╭──

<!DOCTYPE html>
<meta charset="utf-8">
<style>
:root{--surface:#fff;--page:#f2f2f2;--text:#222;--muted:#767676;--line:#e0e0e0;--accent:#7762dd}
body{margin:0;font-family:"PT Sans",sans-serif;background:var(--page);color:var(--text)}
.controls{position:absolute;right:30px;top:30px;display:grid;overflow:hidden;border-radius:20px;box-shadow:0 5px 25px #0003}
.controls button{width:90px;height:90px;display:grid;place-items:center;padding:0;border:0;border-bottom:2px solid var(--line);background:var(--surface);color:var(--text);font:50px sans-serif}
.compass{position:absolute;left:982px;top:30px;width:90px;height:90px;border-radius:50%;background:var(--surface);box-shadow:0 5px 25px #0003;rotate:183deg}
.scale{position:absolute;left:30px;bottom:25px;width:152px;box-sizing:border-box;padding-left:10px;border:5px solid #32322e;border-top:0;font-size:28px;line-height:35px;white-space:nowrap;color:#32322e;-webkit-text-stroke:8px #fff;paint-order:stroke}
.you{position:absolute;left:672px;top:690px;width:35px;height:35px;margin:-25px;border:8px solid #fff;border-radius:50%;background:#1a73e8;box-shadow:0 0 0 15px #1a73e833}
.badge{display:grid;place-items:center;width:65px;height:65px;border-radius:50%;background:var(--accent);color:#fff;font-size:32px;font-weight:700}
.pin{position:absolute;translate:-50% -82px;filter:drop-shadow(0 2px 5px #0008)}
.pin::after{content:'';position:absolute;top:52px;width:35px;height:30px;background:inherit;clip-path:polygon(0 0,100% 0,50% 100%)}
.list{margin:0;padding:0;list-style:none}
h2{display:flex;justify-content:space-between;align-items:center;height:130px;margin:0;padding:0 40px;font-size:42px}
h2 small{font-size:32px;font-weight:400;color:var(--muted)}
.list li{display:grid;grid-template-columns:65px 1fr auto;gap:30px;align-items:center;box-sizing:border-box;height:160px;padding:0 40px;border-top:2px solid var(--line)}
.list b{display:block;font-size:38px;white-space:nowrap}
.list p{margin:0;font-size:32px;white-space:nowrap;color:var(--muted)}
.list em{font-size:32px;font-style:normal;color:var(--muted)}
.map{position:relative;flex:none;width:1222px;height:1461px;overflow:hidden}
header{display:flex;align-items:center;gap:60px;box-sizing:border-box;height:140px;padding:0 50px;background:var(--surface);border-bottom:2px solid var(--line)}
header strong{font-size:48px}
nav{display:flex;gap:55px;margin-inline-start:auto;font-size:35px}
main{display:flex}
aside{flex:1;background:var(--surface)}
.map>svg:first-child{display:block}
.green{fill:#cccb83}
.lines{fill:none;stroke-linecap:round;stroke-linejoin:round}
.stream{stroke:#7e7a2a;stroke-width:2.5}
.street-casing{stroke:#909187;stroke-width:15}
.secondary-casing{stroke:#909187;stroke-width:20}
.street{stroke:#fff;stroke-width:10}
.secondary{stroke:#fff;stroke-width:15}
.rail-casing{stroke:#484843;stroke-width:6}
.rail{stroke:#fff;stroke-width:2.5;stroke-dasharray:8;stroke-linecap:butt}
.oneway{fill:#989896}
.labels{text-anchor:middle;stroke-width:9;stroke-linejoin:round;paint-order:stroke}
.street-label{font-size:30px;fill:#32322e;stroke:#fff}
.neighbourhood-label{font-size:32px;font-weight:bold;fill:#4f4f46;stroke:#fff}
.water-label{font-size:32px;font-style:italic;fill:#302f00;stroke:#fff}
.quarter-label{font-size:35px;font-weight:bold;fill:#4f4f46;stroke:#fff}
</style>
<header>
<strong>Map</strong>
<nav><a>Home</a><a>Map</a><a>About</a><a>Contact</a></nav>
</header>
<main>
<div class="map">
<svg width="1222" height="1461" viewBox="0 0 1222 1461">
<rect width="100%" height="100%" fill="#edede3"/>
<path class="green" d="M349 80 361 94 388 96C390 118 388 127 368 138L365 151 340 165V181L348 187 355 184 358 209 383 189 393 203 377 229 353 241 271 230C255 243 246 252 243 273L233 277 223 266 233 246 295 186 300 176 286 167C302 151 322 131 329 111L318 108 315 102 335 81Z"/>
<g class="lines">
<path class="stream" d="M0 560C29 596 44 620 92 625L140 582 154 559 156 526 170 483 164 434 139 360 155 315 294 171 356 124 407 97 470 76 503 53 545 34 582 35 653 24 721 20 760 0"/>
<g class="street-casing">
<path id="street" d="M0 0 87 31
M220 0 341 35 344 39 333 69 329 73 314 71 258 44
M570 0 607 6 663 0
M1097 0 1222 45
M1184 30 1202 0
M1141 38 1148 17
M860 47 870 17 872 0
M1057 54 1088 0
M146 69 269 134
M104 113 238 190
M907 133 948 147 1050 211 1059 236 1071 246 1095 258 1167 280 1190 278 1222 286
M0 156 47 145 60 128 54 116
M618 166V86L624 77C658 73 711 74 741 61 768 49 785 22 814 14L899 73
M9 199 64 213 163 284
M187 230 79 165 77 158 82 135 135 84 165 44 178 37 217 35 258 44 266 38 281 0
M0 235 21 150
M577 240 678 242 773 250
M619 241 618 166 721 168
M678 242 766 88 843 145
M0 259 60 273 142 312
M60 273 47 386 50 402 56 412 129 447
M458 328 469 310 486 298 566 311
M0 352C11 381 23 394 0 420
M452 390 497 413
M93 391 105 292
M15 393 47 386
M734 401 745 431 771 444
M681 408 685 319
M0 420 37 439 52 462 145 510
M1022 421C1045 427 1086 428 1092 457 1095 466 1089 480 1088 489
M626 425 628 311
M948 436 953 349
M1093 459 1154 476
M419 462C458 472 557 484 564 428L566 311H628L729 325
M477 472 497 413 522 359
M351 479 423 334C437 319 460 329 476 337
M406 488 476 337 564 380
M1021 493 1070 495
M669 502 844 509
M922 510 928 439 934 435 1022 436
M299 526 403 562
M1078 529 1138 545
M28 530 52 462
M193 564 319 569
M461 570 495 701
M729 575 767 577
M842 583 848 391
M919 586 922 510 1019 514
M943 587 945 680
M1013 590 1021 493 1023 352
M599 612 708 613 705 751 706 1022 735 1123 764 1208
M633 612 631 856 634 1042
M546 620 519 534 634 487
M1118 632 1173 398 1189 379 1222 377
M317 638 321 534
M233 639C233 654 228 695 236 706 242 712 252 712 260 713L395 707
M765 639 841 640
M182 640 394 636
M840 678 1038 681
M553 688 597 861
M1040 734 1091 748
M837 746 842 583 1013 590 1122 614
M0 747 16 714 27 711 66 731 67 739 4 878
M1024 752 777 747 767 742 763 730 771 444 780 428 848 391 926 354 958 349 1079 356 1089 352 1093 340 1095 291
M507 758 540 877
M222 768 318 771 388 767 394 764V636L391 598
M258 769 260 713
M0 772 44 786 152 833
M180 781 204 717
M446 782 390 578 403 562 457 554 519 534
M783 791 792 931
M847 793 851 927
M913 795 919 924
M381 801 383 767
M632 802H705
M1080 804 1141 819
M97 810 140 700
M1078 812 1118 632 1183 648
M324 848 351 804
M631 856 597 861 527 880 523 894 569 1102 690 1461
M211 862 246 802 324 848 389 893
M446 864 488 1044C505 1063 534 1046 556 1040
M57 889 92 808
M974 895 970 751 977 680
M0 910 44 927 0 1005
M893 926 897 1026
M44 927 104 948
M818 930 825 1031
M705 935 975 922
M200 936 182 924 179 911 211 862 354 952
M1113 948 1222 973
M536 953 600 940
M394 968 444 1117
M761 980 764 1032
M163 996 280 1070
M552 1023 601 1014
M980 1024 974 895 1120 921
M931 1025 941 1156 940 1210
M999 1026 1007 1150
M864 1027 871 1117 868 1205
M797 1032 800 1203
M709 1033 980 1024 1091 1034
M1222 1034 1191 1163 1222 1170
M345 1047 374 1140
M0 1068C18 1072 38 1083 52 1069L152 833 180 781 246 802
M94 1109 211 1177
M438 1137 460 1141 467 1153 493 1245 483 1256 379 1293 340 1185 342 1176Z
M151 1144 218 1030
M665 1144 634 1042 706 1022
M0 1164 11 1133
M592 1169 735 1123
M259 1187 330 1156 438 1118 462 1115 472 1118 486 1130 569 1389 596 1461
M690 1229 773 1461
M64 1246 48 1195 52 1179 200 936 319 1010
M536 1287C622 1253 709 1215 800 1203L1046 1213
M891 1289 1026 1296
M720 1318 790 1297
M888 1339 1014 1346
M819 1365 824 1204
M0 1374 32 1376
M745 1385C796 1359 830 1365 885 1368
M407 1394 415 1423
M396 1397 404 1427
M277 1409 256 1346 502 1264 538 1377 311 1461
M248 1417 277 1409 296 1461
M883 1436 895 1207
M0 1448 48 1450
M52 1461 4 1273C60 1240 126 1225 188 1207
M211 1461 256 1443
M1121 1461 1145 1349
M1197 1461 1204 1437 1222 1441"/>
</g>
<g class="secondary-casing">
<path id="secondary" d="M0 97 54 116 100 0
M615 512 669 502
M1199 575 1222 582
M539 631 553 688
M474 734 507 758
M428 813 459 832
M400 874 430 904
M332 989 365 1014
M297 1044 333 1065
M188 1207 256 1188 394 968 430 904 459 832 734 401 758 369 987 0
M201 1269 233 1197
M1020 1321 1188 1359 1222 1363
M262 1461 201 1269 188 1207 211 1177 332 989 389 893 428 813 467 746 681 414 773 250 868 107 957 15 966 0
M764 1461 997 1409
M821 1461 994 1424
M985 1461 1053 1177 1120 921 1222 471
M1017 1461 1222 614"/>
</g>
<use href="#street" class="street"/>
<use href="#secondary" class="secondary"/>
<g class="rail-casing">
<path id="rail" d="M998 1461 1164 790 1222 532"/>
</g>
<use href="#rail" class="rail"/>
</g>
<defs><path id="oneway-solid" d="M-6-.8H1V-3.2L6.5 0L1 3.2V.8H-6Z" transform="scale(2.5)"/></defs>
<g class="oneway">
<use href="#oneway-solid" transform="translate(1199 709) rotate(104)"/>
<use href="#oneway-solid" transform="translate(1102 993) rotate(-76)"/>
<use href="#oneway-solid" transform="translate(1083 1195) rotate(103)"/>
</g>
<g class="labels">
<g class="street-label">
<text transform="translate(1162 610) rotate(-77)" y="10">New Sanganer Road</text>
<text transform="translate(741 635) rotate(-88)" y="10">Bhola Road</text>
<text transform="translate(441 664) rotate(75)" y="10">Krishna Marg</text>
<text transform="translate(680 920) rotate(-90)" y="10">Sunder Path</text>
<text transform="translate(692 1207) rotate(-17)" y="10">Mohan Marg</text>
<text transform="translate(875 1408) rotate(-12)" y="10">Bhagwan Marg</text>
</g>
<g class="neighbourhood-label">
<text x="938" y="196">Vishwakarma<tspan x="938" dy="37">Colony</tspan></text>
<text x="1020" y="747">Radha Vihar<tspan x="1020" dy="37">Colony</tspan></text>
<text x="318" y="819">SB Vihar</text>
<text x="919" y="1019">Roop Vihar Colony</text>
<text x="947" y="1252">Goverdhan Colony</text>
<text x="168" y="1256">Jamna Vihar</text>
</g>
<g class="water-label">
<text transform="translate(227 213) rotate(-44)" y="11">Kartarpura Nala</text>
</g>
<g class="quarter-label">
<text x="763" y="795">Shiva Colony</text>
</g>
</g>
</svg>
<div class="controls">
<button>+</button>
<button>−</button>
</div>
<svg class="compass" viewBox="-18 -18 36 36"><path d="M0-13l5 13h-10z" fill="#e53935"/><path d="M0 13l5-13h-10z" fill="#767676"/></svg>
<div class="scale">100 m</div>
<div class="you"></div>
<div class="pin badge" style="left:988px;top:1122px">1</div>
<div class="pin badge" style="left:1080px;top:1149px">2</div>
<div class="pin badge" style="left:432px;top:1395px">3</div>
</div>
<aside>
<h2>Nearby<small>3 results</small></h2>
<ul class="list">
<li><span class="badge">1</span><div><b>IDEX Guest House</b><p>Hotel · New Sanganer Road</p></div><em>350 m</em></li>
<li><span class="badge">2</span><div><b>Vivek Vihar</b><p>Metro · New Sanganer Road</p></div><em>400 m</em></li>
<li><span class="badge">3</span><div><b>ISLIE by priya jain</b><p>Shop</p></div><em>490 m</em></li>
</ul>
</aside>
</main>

╰──

■ **The problem**
Copy each line of the data that contains the word "controls", leaving the other lines out.

■ **Solution**
.controls{position:absolute;right:30px;top:30px;display:grid;overflow:hidden;border-radius:20px;box-shadow:0 5px 25px #0003}
.controls button{width:90px;height:90px;display:grid;place-items:center;padding:0;border:0;border-bottom:2px solid var(--line);background:var(--surface);color:var(--text);font:50px sans-serif}
<div class="controls">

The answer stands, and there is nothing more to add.